I guess an even better option for calculating parameters properly would be if degraders within a single target would be analyzed (again divided into active and inactive PROTACs) and the results from multiple such analyses compared.

These are good points, and we added a section in the end of the Results (subheading 2.6) to properly address them. Shortly, to include activity in the discussion, you need comparable activity values for a good number of PROTACs and this is not feasible using the PROTAC-DB since listed values are obtained through very different assays (biochemical, biophysical and cellular). Since in PROTACpedia the authors report an activity flag (active/inactive), we used it and results are discussed in the text.

Other minor issues:

In lines 336 and 337 it is stated that in ref 17. a preference for Caco-2 cell permeability data versus PAMPA is preferred – this is not true as in ref 17. this is not described nor mentioned.

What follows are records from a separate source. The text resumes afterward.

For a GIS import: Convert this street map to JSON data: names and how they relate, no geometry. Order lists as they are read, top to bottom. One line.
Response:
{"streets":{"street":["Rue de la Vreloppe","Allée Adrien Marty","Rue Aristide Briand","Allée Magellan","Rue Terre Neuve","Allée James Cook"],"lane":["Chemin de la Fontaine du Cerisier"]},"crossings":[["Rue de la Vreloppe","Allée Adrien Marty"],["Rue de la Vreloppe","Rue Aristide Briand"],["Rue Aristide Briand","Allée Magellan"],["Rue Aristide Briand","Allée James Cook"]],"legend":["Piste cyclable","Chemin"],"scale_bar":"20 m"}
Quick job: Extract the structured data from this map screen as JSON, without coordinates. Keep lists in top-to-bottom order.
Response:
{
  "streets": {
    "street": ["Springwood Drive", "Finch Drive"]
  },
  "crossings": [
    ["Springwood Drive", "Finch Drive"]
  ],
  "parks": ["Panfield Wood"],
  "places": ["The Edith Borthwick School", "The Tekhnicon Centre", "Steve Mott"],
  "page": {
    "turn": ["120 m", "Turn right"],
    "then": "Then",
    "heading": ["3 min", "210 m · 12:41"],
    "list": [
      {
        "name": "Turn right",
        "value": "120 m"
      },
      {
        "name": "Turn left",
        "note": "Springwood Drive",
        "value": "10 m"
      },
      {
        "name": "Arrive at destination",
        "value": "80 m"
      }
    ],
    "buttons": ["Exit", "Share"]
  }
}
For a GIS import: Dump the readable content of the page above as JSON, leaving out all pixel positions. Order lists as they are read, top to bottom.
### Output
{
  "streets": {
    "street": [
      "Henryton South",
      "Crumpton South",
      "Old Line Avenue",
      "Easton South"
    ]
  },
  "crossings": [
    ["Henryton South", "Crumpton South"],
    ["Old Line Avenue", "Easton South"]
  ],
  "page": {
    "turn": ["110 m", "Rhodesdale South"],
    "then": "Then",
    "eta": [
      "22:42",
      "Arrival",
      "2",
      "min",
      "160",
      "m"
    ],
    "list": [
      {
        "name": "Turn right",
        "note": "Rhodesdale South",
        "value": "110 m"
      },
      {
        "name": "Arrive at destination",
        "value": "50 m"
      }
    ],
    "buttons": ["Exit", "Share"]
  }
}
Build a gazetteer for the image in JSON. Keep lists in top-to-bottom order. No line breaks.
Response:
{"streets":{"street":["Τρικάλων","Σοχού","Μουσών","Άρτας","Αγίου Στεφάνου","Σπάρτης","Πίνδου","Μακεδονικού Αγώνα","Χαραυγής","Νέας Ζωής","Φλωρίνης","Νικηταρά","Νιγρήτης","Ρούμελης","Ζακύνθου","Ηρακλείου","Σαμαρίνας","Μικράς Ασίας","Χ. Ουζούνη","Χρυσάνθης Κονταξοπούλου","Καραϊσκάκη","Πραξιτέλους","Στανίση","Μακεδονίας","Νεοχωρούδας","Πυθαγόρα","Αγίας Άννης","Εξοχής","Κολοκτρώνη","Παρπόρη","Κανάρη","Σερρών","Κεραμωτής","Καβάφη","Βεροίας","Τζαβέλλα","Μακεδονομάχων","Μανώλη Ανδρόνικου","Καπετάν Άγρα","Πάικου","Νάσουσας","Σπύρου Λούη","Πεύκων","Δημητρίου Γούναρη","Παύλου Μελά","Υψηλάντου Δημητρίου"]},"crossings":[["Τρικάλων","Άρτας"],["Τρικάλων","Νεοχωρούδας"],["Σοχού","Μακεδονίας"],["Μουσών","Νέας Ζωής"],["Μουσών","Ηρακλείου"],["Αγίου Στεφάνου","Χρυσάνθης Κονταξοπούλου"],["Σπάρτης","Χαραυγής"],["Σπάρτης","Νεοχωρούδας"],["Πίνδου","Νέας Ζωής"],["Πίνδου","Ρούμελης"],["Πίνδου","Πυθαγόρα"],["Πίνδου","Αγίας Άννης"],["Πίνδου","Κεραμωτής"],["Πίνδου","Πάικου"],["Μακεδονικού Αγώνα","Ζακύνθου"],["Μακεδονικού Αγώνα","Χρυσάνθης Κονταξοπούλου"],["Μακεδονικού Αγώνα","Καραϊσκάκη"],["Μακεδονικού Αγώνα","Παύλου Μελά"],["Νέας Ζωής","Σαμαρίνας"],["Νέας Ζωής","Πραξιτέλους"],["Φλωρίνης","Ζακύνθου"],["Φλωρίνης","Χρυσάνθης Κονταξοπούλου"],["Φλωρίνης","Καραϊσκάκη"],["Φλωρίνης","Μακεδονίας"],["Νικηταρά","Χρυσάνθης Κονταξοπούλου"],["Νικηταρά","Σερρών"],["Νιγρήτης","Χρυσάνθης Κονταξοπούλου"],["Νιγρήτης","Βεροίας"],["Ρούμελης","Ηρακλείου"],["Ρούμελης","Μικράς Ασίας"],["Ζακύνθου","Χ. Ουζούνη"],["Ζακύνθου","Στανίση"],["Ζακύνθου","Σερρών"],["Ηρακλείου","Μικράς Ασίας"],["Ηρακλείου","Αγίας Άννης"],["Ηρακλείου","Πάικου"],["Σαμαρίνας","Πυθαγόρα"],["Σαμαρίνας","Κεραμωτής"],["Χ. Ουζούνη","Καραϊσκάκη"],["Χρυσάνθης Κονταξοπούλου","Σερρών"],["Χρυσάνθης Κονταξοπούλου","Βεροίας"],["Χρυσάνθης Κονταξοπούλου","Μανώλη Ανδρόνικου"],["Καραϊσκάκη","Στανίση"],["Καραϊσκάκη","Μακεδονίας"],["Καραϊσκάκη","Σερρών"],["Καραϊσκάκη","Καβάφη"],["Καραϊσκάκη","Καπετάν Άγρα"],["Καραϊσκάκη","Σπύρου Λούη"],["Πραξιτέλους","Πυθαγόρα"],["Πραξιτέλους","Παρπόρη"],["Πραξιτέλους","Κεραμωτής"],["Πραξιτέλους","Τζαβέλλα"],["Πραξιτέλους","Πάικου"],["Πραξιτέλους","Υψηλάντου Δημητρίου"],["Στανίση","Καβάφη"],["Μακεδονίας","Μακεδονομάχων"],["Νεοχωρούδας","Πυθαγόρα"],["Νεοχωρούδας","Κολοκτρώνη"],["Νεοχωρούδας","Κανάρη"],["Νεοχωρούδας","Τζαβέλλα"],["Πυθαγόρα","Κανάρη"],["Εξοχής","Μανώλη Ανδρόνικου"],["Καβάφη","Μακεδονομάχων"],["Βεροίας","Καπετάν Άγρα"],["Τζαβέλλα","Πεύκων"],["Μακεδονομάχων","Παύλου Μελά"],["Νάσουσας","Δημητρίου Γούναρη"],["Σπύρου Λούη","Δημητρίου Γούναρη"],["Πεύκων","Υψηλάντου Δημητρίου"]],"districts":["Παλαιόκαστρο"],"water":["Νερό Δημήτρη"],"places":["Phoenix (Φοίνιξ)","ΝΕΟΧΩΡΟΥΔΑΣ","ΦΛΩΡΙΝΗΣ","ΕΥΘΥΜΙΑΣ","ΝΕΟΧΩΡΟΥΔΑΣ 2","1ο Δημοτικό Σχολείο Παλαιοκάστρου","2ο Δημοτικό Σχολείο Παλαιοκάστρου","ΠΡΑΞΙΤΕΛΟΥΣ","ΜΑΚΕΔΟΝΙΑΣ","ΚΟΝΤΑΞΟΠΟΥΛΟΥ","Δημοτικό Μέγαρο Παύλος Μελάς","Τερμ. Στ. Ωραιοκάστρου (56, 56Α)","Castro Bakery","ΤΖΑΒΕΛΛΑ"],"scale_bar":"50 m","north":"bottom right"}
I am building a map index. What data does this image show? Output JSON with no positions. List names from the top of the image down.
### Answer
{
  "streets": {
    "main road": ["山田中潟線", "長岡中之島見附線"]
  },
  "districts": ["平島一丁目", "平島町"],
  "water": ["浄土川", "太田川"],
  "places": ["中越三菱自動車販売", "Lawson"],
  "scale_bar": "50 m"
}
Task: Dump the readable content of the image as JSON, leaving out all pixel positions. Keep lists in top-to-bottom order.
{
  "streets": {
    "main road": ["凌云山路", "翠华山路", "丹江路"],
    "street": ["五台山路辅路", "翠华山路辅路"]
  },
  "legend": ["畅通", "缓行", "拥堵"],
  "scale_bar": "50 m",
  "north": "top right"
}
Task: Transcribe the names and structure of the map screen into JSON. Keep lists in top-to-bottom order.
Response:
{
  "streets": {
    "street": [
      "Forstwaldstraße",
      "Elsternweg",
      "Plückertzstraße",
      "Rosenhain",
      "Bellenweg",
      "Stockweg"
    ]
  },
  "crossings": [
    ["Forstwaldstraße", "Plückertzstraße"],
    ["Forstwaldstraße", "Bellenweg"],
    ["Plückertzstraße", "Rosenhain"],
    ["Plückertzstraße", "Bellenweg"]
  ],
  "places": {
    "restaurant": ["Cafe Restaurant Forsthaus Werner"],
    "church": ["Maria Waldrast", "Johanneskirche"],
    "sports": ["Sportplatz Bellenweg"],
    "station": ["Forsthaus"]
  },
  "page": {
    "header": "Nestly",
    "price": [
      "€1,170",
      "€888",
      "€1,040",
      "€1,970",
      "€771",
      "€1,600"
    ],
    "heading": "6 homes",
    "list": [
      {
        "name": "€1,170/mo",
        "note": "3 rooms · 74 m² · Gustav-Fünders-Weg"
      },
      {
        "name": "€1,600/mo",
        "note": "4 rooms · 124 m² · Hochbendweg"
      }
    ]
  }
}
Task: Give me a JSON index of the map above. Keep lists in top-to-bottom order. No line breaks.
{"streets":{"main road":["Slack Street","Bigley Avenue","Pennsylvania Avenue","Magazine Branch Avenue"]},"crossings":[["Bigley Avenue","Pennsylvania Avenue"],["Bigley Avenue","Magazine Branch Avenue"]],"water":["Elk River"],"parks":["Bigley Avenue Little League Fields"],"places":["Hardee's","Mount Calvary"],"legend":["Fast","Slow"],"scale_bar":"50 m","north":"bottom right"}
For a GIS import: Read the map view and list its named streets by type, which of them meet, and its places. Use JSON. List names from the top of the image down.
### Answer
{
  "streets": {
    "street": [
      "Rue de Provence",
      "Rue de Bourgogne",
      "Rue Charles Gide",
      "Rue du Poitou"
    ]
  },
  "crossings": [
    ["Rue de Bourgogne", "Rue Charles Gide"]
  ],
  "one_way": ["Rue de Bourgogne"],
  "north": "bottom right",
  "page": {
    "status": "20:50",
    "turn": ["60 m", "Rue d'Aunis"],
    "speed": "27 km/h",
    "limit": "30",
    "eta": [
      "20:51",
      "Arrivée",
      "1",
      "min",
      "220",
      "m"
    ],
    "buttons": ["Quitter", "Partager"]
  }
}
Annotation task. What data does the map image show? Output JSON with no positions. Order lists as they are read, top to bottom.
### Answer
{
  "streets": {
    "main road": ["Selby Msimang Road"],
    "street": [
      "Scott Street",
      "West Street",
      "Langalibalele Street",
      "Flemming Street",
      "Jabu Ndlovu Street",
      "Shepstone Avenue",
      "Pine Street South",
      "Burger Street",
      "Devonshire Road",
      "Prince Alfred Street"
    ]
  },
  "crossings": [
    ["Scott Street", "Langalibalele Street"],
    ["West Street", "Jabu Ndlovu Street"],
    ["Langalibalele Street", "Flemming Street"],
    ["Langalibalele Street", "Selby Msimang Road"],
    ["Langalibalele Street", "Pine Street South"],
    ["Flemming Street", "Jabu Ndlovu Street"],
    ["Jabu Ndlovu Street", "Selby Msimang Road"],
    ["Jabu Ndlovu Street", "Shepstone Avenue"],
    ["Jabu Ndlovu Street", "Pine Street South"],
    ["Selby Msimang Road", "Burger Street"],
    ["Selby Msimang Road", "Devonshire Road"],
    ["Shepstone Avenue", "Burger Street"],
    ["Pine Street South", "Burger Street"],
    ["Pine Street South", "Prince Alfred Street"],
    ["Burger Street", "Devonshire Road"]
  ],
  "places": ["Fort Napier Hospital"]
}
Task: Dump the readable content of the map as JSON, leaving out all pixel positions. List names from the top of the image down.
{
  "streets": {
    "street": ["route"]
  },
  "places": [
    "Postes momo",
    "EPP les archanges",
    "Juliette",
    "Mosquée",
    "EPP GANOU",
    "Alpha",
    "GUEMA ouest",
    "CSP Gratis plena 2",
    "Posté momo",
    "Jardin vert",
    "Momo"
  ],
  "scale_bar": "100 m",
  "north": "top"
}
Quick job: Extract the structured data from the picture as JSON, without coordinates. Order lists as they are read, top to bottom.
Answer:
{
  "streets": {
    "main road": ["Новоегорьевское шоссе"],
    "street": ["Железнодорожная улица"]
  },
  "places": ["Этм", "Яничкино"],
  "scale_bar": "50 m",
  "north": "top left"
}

Line 357. Right. The text has been modified accordingly.

 

Some of the conclusions of the authors seem very logical and would not need to be emphasized in such details (section 2.4).

The topic investigated in this paper is rather new and many researchers are not familiar with this type of analysis. Therefore, we do believe that it is better to provide a detailed discussion rather than shorten the text and lose some passages.

 

Text from line 235 to 262 is very difficult to understand.

Lines 254-282. In the mentioned lines we reported a classical way to discuss PCA results. However, to address this reviewer’s comment and make clearer the text, we added some definitions (score and loading plots and variance).

Reviewer 2 Report

GENERAL COMMENTS: The authors present a study of the chemical space, according to 7 different descriptors, of PROTACs and their corresponding building blocks. There is a good introduction to the topic and contextualisation with the related literature, where authors clearly justify the need for this work. They carry out some trend analyses for those 7 descriptors which reveal interesting underlying patterns. Additionally they provide a small validation at the end, where they put the analysis in context with compounds with experimentally determined permeability. This study is interesting and relevant in nature but I find it biased due to two main issues (listed below) which would require some considerable additional work beyond modification of the text in the manuscript. In this review I provide in depth comments with the genuine intention to help the authors produce a good quality manuscript.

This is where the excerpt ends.